1-06 失墜
くそ! くそ! くそっ!!
どうしてこうなった!!
計画は順調だったはず。
あの馬鹿女が出てこなければ、夜会での婚約破棄なぞ仰々しいことはせず、でっち上げた不貞の証拠であのまな板女と婚約破棄できたのに!!
いや、この際、あの女は馬鹿だから仕方ない。
それよりどうして封筒に入っていたのが俺が偽装した写真ではなく、俺と女共の写真だったんだ!?
いつ撮られた?
いつすり替えられた?
誰が、何のために……!?
くそっ!
このままじゃあのことまでバレかねないじゃないか!!
「っ!」
廊下を勢いよく歩いていたクロフォードは動揺と混乱から前をよく見ていなかったため、横から姿を見せた少女とぶつかってしまう。
正しくいうとぶつかったのは、クロフォードと少女が接触する直前に間に割って入ってきた従者らしき男だが、今はどうだっていい。
後ろに飛ばされたクロフォードはイラつきのあまり相手の顔を確認することなく声を荒らげた。
「てめぇ! ちゃんと前見て歩け……よっ……」
しかし、ぶつかる予定だった少女の姿を目にするなり、クロフォードの語尾が萎んでいく。
その少女が驚くほど美しかったからだ。
歳は十七ほどだろうか。
腰まで伸ばした艶やかな白銀の髪を煌めかせ、人形かと思うほど整えられた美しい顔に埋め込まれたセレストブルーの瞳でクロフォードを真っ直ぐ見据えている。
天使。
その言葉が彼女のためにあるものだと思えてしまうほどの美しい少女がそこに佇んでいた。
「……オ、オリヴィア・ローウェル?」
目の前に舞い降りた天使はあの男が見せてきた写真の少女、オリヴィア・ローウェルであった。
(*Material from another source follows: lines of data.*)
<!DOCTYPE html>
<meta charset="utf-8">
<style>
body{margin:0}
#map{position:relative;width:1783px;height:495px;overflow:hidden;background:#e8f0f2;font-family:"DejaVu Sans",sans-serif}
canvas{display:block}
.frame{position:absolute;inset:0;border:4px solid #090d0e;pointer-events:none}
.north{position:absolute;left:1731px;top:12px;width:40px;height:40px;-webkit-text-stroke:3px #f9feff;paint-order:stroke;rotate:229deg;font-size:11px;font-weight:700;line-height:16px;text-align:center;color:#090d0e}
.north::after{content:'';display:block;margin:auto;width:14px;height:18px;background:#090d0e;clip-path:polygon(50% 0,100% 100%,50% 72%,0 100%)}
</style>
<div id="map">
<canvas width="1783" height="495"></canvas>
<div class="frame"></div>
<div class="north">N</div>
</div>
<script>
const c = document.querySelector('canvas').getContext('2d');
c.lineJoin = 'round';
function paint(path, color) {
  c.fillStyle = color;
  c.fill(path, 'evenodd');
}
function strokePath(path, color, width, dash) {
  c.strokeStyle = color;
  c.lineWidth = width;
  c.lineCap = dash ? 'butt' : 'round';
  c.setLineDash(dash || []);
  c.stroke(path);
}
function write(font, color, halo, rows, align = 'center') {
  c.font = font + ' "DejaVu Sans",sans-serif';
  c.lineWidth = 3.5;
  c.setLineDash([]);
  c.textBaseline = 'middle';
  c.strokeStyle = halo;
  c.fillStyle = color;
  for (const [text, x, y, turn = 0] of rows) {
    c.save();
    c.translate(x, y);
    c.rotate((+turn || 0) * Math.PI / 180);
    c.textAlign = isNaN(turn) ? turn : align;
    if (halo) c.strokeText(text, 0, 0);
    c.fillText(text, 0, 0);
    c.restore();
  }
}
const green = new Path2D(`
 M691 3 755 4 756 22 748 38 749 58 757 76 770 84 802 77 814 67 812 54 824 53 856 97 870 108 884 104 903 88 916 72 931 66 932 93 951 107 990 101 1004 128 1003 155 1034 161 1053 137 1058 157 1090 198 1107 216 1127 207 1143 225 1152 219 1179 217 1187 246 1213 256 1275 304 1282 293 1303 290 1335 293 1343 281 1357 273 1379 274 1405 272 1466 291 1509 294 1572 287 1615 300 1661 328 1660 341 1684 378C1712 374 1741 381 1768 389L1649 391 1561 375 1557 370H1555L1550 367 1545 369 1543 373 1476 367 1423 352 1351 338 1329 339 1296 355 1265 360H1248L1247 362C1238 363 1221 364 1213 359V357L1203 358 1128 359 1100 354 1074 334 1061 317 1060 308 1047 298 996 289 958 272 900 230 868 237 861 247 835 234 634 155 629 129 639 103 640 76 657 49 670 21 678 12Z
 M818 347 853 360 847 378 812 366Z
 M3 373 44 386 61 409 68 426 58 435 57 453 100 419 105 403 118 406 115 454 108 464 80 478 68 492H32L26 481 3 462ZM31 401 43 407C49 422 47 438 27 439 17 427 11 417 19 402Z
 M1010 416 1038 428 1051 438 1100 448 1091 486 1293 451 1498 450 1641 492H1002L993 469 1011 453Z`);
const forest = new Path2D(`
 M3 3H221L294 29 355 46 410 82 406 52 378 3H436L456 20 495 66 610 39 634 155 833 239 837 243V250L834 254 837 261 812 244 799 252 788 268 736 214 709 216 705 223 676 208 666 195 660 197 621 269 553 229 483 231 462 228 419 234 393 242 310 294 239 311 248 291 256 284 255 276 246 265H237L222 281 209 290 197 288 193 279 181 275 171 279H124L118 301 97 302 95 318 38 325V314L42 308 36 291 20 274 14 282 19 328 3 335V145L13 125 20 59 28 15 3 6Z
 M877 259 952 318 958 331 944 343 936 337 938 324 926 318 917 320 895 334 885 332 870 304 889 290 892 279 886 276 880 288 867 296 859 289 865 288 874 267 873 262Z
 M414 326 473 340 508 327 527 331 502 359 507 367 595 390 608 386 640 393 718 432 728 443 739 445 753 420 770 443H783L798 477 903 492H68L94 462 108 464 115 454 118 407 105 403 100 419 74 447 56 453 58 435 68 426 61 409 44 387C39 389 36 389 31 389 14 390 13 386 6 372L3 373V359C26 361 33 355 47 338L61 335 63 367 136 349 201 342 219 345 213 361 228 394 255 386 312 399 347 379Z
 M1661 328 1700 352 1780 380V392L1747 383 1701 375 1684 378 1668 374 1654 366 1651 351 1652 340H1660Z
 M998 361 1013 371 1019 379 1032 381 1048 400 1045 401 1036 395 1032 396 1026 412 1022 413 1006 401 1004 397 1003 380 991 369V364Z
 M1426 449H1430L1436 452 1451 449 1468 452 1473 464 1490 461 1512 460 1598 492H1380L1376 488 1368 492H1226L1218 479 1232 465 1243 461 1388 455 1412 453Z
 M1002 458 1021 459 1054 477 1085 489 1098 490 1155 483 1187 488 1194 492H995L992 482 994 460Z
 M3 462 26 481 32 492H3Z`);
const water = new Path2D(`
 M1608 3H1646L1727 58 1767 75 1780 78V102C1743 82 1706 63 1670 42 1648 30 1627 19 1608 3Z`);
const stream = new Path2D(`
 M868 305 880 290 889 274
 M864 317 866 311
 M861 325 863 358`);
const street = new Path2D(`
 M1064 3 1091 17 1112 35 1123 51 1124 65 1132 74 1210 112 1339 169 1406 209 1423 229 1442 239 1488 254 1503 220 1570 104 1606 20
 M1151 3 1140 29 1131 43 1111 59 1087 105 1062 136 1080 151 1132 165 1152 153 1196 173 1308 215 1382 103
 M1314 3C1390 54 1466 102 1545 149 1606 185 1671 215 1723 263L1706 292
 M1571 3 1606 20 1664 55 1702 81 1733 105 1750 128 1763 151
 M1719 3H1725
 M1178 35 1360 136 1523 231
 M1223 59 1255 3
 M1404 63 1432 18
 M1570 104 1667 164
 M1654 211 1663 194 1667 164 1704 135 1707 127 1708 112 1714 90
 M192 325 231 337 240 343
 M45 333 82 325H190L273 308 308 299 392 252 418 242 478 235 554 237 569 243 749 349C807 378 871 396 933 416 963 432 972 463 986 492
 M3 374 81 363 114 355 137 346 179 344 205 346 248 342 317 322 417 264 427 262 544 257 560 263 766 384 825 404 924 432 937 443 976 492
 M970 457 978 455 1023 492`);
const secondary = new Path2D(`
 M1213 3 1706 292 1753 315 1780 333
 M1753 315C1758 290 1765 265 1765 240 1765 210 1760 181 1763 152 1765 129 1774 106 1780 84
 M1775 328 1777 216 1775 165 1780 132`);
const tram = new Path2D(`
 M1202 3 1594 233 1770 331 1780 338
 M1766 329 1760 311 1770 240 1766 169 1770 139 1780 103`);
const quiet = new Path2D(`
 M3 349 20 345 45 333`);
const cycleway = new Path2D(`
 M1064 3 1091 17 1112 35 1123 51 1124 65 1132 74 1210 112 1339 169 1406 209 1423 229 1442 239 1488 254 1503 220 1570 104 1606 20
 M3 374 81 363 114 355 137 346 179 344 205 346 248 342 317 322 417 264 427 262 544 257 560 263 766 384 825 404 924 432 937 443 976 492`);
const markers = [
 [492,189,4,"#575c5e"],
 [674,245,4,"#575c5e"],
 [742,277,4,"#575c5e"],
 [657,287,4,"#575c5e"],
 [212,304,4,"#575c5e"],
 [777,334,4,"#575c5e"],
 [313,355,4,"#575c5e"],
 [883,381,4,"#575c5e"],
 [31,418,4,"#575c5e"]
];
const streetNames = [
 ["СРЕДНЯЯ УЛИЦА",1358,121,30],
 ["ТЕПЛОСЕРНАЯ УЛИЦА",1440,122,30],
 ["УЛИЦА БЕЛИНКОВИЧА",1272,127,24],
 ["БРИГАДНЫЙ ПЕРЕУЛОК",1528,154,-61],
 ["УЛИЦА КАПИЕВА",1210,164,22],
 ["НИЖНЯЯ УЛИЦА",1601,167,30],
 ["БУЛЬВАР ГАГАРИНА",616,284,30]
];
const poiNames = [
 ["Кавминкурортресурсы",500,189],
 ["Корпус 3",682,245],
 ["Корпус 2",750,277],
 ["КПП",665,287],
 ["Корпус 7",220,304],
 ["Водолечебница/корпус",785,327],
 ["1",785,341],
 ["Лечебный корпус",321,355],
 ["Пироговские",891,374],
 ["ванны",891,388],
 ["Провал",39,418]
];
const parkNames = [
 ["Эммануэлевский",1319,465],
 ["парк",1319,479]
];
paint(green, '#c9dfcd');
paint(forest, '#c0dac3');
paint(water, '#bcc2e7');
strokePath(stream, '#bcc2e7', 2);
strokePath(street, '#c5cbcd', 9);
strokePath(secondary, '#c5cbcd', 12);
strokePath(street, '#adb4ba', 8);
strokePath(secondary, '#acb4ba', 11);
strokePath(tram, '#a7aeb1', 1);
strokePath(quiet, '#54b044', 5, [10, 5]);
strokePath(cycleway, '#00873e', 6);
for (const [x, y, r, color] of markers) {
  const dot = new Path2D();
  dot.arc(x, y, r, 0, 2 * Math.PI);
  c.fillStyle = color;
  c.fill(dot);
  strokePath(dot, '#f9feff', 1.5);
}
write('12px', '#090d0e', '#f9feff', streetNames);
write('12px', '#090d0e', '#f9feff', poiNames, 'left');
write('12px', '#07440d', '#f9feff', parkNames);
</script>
写真でも綺麗だとは思ったが、写真以上に美しい……まるで芸術作品。
本当にこの世のものなのか……?
先程の怒りはどこへやら。
思わずオリヴィアに釘付けになるクロフォード。
「お怪我はありませんか?」
そして自身にかけられた男の声でやっとクロフォードは意識を取り戻す。
声の主は先程オリヴィアとの間に割って入りぶつかってきた従者。
顔をよく見ていなかったため気がつかなかったが、こちらもオリヴィアには及ばないながらもそこそこ顔立ちは整っていた。
紫がかった黒髪に、鋭い目つきの緋色の双眸。
こちらも見覚えがあった。
「おまっ!」
クロフォードは青年を指差してしまう。
何故なら青年はセドリックと一緒にいた従僕。
クロフォードが魔法で転ばせた使用人の男だったからだ。
わけがわからない。
なんでオリヴィア・ローウェルがここにいる?
なんでセドリックのところの従僕がここにいる?
ローウェル家とエバンス家は繋がりがあったのか?
だったら婚約者の俺が知らないはずがない。
何が、一体、どうなって……!?
あっ。
その時クロフォードはふと、オリヴィアという名前でひとつ噂を思い出した。
ギリスティア王国には神の愛し子と呼ばれる令嬢がいる。
誰もが目を奪われる見目麗しい容姿に、誰もが羨む多彩な才能を持つ令嬢。
しかし彼女は全てを兼ね備えているにも関わらず、婚約者がいない。
理由は婚約話が上がっても必ず流れてしまうから。
そう、彼女と婚約しようとすると相手の秘密が暴かれ婚約どころではなくなってしまうのだ。
人の運命を良くも悪くも変えてしまう彼女についたあだ名は。
『神の愛し子、起爆剤のオリヴィア』
ま、まさか!!
クロフォードはオリヴィアに向かって引きつった顔を向けると、オリヴィアは悠然と微笑んだ。
何も知らないとシラを切るような余裕なこの態度。
噂では数々の秘密の暴露は偶然だと言われていた。
もし、それが意図したものだとしたら?
自分の害になる者を、その噂を隠れ蓑に処分していたとしたら?
そう考えるとこの従僕がエバンス家にいたのも。
オリヴィア・ローウェルが目の前にいるのも。
全て説明がつく。
……ああ。
こんなことなら婚約破棄なんて考えなければよかった。
後悔先に立たず。
背後から聞こえてくるリアーナの金切り声を耳にしたクロフォードはオリヴィアの目の前から。
ただその場から逃げ出すことしかできなかった。